### Extracted information

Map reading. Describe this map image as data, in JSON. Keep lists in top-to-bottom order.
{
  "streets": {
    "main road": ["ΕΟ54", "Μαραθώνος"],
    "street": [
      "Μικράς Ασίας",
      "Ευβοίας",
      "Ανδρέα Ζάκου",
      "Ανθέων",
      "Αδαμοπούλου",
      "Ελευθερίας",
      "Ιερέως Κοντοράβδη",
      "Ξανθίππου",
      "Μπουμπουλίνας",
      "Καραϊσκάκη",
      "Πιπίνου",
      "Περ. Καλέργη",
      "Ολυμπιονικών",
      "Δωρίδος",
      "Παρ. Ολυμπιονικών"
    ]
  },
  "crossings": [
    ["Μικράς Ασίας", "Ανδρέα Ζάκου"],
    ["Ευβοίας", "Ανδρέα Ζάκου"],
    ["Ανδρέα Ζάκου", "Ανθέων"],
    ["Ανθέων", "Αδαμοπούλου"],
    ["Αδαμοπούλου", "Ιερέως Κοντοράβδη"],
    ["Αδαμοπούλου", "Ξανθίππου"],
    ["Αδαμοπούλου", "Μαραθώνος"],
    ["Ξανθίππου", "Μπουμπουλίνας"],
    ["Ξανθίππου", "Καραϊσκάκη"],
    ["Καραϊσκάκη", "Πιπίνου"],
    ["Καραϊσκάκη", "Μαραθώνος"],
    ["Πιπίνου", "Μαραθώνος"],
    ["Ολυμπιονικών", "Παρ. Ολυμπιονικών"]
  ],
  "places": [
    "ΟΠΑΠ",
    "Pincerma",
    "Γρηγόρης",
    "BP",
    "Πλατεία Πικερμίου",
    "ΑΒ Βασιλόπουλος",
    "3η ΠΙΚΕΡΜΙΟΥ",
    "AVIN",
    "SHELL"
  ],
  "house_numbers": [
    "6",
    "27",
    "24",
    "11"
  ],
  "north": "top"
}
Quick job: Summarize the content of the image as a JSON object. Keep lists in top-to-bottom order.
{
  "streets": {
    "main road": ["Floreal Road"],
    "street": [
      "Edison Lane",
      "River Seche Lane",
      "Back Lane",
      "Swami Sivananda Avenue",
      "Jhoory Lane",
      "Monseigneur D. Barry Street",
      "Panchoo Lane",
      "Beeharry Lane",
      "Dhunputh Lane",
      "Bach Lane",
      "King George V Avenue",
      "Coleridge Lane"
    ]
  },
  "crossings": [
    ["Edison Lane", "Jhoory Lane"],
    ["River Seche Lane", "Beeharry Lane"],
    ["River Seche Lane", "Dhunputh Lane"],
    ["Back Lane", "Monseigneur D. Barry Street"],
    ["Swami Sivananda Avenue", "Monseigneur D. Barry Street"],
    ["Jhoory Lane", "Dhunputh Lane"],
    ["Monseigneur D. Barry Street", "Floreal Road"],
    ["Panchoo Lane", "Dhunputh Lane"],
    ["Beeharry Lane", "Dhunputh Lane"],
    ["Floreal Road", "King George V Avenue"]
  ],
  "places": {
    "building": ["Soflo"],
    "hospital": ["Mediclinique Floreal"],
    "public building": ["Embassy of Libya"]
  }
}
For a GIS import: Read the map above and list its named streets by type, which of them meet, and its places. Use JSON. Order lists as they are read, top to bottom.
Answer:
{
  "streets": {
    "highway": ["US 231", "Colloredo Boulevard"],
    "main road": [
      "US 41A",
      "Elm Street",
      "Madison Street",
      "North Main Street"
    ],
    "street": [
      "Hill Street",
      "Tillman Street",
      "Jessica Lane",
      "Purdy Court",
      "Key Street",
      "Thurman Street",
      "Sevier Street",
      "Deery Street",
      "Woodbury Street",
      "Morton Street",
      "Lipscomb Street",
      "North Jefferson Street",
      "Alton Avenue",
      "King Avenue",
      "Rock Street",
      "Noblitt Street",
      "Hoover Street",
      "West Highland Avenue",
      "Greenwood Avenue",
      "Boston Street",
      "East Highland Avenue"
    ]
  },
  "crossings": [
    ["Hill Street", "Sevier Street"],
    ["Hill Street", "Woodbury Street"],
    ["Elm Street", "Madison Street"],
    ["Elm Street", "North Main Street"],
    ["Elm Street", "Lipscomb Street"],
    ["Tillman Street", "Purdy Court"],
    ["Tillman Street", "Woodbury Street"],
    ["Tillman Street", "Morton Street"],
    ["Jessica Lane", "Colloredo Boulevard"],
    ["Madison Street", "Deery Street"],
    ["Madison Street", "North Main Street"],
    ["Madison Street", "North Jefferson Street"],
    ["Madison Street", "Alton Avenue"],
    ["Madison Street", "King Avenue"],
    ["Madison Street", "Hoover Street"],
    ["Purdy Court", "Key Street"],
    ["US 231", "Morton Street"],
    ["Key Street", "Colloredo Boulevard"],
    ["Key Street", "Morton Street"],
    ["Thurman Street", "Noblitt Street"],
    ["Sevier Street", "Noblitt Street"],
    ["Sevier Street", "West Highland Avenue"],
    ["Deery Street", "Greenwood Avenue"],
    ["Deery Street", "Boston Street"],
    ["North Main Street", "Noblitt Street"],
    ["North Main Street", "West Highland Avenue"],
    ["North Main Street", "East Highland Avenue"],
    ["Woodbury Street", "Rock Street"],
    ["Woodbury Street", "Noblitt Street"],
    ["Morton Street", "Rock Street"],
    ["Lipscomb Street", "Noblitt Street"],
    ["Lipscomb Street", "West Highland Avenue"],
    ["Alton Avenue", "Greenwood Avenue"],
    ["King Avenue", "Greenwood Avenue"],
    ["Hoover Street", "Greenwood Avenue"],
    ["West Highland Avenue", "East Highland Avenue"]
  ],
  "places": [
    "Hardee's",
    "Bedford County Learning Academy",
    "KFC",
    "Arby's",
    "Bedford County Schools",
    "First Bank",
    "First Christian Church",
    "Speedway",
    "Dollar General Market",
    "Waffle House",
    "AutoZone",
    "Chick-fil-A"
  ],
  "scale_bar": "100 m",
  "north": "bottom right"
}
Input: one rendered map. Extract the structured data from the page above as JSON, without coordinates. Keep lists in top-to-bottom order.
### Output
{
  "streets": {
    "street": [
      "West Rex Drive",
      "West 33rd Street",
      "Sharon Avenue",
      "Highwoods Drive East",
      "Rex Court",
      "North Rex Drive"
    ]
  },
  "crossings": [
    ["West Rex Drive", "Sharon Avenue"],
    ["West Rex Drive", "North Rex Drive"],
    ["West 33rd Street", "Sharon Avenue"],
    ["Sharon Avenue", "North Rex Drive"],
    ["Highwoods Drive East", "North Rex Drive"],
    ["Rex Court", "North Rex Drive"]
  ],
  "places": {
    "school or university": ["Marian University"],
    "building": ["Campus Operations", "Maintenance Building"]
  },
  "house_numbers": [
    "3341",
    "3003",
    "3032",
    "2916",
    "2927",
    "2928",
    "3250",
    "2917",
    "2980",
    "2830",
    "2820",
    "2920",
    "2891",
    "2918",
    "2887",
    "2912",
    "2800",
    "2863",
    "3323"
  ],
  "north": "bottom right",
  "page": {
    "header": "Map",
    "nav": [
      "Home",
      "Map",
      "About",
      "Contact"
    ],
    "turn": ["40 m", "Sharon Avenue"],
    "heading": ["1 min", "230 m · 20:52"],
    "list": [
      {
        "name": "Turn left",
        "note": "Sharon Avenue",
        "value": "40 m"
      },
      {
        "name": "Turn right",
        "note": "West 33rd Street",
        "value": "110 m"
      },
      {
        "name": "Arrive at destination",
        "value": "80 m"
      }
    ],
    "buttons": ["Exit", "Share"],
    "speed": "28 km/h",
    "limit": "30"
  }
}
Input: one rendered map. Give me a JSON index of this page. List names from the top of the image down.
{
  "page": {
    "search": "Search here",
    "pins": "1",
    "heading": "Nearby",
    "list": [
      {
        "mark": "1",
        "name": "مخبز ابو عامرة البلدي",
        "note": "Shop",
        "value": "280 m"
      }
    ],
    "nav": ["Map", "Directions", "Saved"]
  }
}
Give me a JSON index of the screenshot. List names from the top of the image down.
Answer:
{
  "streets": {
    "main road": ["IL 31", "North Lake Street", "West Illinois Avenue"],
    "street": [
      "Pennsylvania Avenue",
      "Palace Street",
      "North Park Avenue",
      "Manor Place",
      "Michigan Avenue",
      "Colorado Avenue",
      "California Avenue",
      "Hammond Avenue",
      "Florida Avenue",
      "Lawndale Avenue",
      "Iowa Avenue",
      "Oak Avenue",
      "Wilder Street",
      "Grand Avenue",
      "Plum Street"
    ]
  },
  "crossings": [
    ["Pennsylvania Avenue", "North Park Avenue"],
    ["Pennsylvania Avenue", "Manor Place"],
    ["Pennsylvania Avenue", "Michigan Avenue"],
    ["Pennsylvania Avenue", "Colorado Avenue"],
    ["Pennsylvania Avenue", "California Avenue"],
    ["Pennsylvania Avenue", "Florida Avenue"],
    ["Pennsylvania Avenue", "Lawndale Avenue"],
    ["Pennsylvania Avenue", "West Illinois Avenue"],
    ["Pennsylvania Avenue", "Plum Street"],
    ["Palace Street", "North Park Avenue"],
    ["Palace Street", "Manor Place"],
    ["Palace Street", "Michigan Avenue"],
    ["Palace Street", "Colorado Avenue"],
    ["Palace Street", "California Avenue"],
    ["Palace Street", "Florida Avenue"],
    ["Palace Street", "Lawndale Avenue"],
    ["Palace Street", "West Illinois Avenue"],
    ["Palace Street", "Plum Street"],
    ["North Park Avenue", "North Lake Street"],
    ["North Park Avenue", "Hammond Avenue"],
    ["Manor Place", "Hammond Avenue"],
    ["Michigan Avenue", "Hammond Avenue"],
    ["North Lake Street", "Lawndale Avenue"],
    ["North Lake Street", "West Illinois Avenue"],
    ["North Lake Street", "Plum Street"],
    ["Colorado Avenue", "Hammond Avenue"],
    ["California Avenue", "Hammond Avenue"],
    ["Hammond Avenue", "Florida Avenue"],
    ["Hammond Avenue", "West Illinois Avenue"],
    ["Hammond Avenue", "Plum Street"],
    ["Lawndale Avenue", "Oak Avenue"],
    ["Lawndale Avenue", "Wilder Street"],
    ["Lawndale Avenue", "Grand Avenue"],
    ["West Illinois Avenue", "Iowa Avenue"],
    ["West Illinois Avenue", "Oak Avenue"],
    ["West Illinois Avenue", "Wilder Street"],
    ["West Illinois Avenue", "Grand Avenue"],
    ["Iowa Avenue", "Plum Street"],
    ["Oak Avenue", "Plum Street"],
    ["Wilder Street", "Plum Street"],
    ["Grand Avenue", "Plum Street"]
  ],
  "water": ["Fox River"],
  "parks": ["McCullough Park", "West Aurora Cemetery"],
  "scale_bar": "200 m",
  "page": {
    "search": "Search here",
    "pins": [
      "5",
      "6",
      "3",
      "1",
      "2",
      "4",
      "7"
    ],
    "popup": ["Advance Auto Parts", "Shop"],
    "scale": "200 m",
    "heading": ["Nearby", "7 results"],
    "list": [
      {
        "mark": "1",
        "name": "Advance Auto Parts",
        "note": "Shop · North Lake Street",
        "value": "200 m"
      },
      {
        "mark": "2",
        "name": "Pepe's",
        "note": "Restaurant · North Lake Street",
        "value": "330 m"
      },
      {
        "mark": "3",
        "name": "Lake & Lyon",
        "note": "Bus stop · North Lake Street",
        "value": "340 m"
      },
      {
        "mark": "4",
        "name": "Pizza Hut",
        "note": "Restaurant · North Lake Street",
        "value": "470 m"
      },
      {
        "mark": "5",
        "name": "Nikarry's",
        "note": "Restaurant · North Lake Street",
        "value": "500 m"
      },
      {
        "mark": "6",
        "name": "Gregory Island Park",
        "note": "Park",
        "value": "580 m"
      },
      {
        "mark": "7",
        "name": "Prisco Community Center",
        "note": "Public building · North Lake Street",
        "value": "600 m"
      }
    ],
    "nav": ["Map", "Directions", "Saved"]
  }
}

### What needs to be done
Scan the listing above and identify each line holding the string "Nearby"; copy every such line.

### Exercise result
    "heading": "Nearby",
    "heading": ["Nearby", "7 results"],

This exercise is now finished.